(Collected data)

+===+

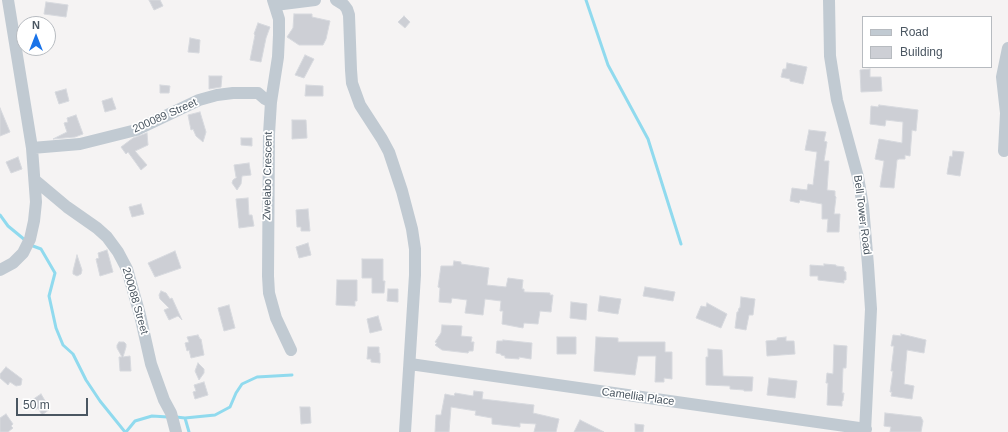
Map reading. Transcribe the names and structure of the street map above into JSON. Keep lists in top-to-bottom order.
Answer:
{
  "streets": {
    "street": [
      "200089 Street",
      "Zwelabo Crescent",
      "Bell Tower Road",
      "200088 Street",
      "Camellia Place"
    ]
  },
  "crossings": [
    ["200089 Street", "Zwelabo Crescent"],
    ["Bell Tower Road", "Camellia Place"]
  ],
  "legend": ["Road", "Building"],
  "scale_bar": "50 m",
  "north": "top"
}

+===+

Work task: Since the copy must exclude the pictures, transcribe only the text of the records, word for word.

Finished task:
Map reading. Transcribe the names and structure of the street map above into JSON. Keep lists in top-to-bottom order.
Answer:
{
  "streets": {
    "street": [
      "200089 Street",
      "Zwelabo Crescent",
      "Bell Tower Road",
      "200088 Street",
      "Camellia Place"
    ]
  },
  "crossings": [
    ["200089 Street", "Zwelabo Crescent"],
    ["Bell Tower Road", "Camellia Place"]
  ],
  "legend": ["Road", "Building"],
  "scale_bar": "50 m",
  "north": "top"
}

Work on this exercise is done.